Was there anything good about BruteExpose? Yeah, it used a WebSocket. 🙂 😃

Successor

I decided to write the successor Brute in Rust instead of Java because it's more reliable, memory safe, faster and of course the borrow checker.

What does Brute do differently compared to BruteExpose?

  1. Used Rust instead of Java. Unlike Java, I chose Rust primarily for reliability and memory safety.
  2. Switched to PostgreSQL. I didn't want to make the same mistake again and use JSON as a database, so I switched to a relational database. I also wanted to be able to store data from multiple "farmer" servers that collected the attempts, so that's another reason why.
  3. HTTP server. Instead of just listening to a .txt for changes, it immediately calls /brute/attack/add endpoint that is, in fact, protected by a bearer token, so don't worry. As soon it gets hit it processes the data and immediately calls and sends the data to any clients on the WebSocket.
  4. IPInfo API. Instead of just downloading the data directly and avoiding running into IP(s) that IPinfo does not contain, we just call their endpoint and live worry-free.
  5. Actors. Because a JSON database is no longer used, I don't need to structure my code around it. So, I decided to go with the actors. All I do is assign a handler for a specific task, and BAM, it's done.

Crates

While building the project, I initially used Axum as the web framework but decided to switch to Actix-web because of this issue. I was expecting that to resolve my problem, but, in fact, it did NOT solve the problem. I am still not entirely sure what I did to fix it, but the commit that supposedly fixed it did not because I forgot to refer the correct commit to the issue. I believe it was the first actor I implemented to handle the post-request mechanism that was causing problems.

# main crates
actix = "0.13.5" 
actix-web = { version = "4", features = ["rustls-0_23"] }
sqlx = { version = "0.8.0", features = [ "runtime-tokio", "tls-rustls", "postgres", "derive"] }
actix-web-actors = "4.3.0"
serde = { version = "1.0.130", features = ["derive"] }
serde_json = "1.0.122"
ipinfo = "3.0.0"

HTTP

This time, I decided to use an HTTP server POST/GET request to process my requests. I can support any protocol because all I have to do is call the /brute/attack/add endpoint with the appropriate payload, and it will work!

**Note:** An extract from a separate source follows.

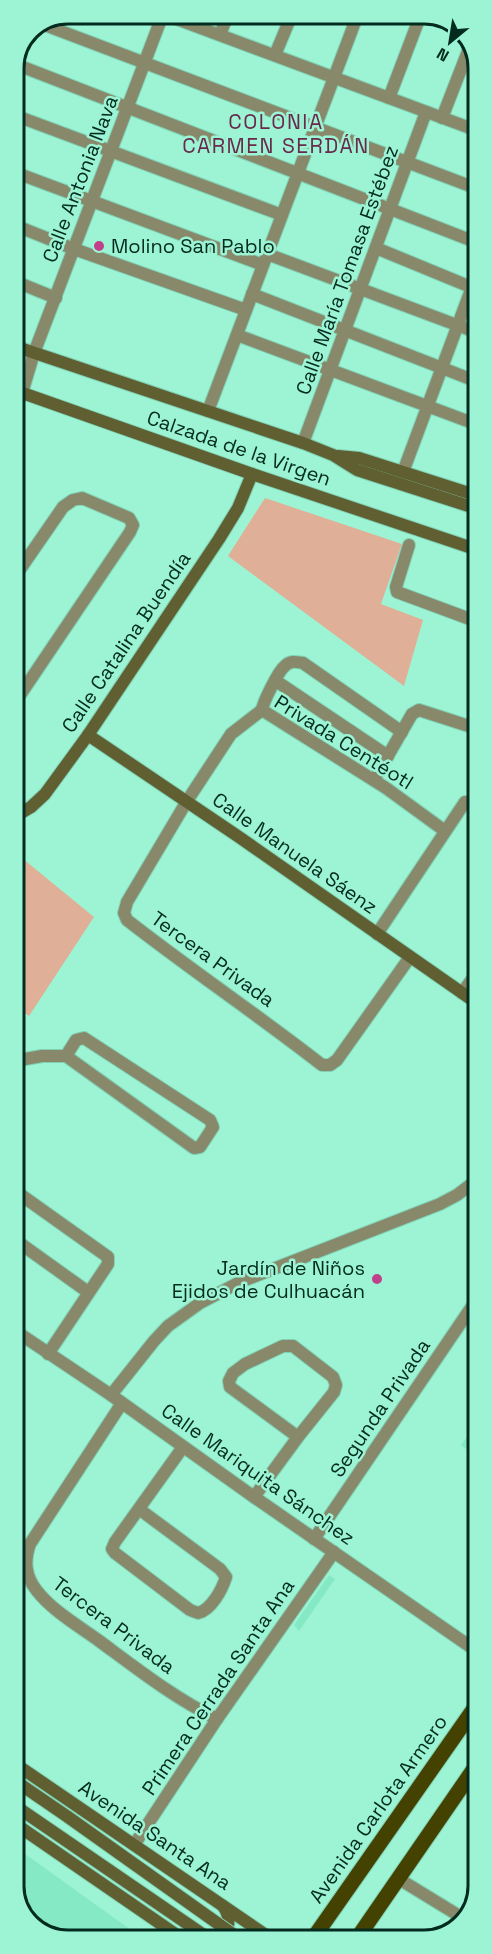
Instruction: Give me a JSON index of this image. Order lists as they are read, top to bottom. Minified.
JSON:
{"streets":{"main road":["Avenida Carlota Armero"],"street":["Calle Antonia Nava","Calle María Tomasa Estébez","Calzada de la Virgen","Calle Catalina Buendía","Privada Centéotl","Calle Manuela Sáenz","Tercera Privada","Segunda Privada","Calle Mariquita Sánchez","Primera Cerrada Santa Ana","Avenida Santa Ana"]},"crossings":[["Calle Antonia Nava","Calzada de la Virgen"],["Calle María Tomasa Estébez","Calzada de la Virgen"],["Calzada de la Virgen","Calle Catalina Buendía"],["Calle Catalina Buendía","Calle Manuela Sáenz"],["Privada Centéotl","Calle Manuela Sáenz"],["Privada Centéotl","Tercera Privada"],["Calle Manuela Sáenz","Tercera Privada"],["Tercera Privada","Calle Mariquita Sánchez"],["Tercera Privada","Primera Cerrada Santa Ana"],["Segunda Privada","Calle Mariquita Sánchez"],["Calle Mariquita Sánchez","Primera Cerrada Santa Ana"],["Primera Cerrada Santa Ana","Avenida Santa Ana"]],"districts":["COLONIA CARMEN SERDÁN"],"places":["Molino San Pablo","Jardín de Niños Ejidos de Culhuacán"],"north":"bottom left"}
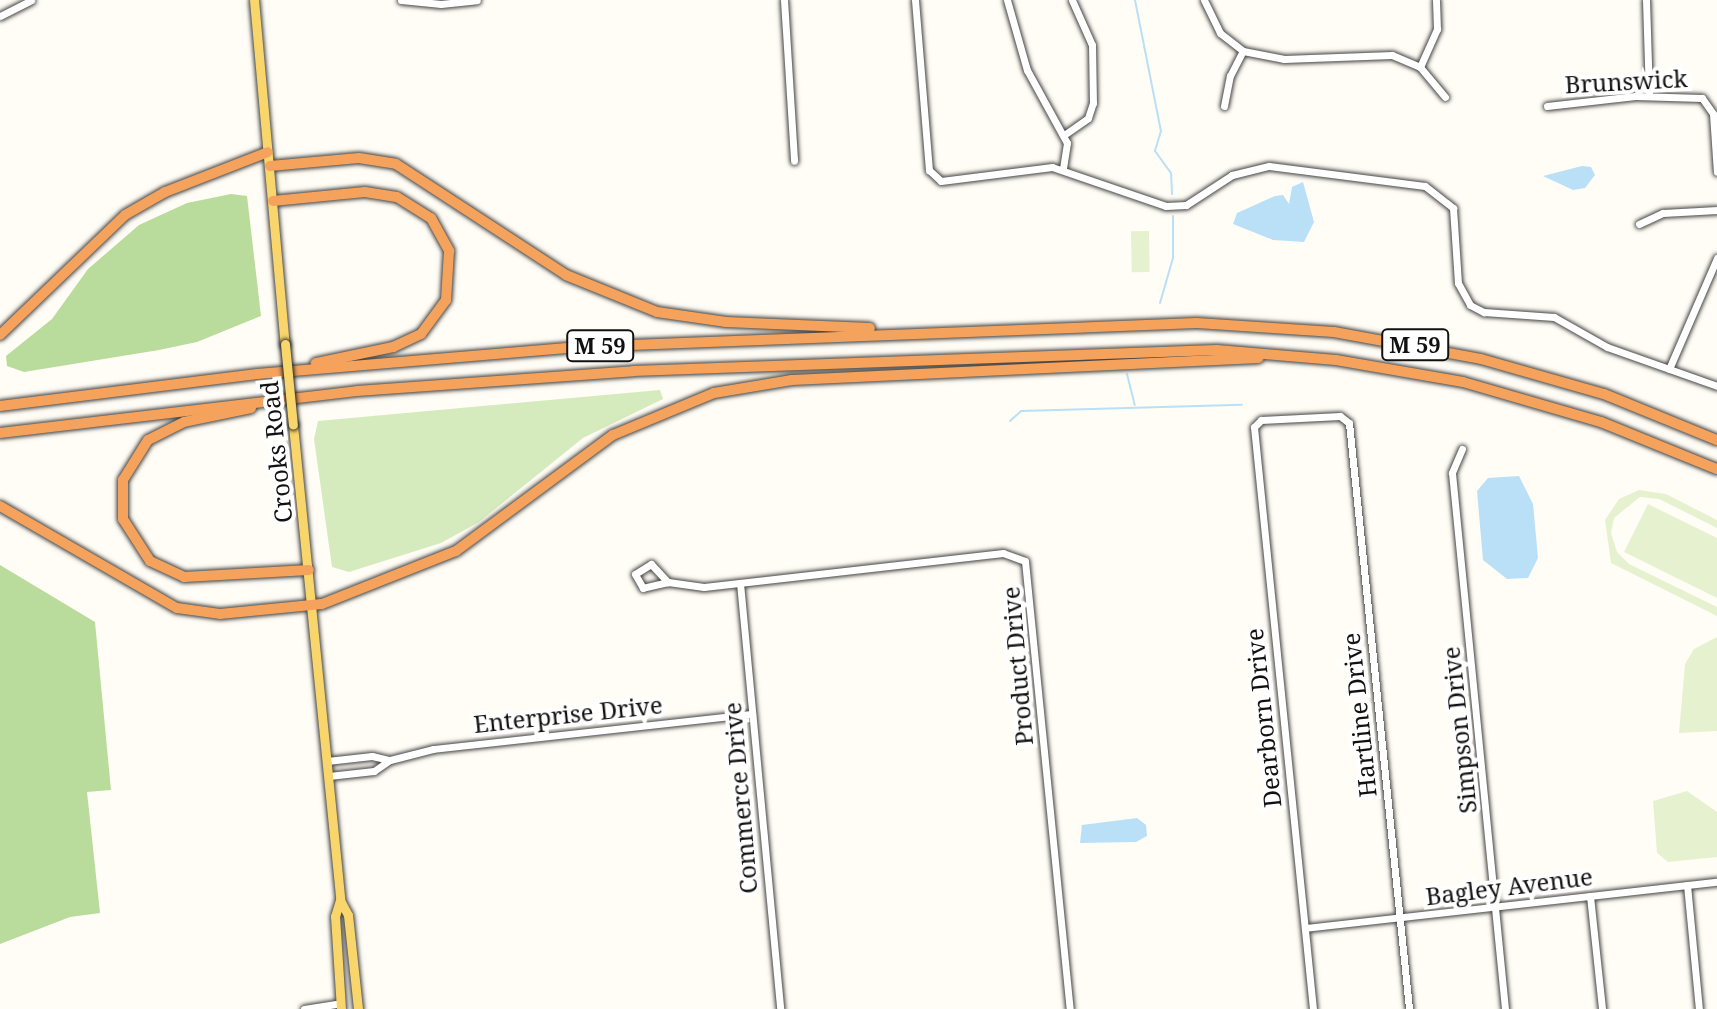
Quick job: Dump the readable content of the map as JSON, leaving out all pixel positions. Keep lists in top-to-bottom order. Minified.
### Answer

I'm only going to discuss the /brute/attack/add endpoint, which is indeed a POST request. This is what happens when it is called.

#[post("/attack/add")]
async fn post_brute_attack_add(
    state: web::Data,
    payload: web::Json,
    bearer: BearerAuth,
) -> Result {
    if !bearer.token().eq(&state.bearer) {
        return Ok(HttpResponse::Unauthorized().body("body"));
    }

    if payload.ip_address.eq("127.0.0.1") {
        return Err(BruteResponeError::ValidationError("empty ip or local ip".to_string()));
    } 

    let mut individual = Individual::new_short(
        payload.username.clone(),
        payload.password.clone(),
        payload.ip_address.clone(),
        payload.protocol.clone(),
    );

    individual.validate()?;
    
    match state.actor.send(individual).await {
        Ok(res) => {
            websocket::BruteServer::broadcast(websocket::ParseType::ProcessedIndividual, res.unwrap());
            Ok(HttpResponse::Ok().into())
        },
        Err(er) => Err(BruteResponeError::InternalError(er.to_string())),
    }
}

What is happening?

  1. Because the code is exposed to the public, I needed to add a bearer token, so the first part of the code checks whether or not the bearer token supplied is correct. 
  2. The next part of the code is no longer necessary because .validate() now checks the validity of the ip. All it does is check if the address is local or not.
  3. The validate() function does a range of things. It checks if the strings are empty and within the specified length and then checks if they are within a certain length; if not, it will throw an error. It also checks if the IP is within a specific range of a wide range of IPs to ensure IPInfo can process the IP.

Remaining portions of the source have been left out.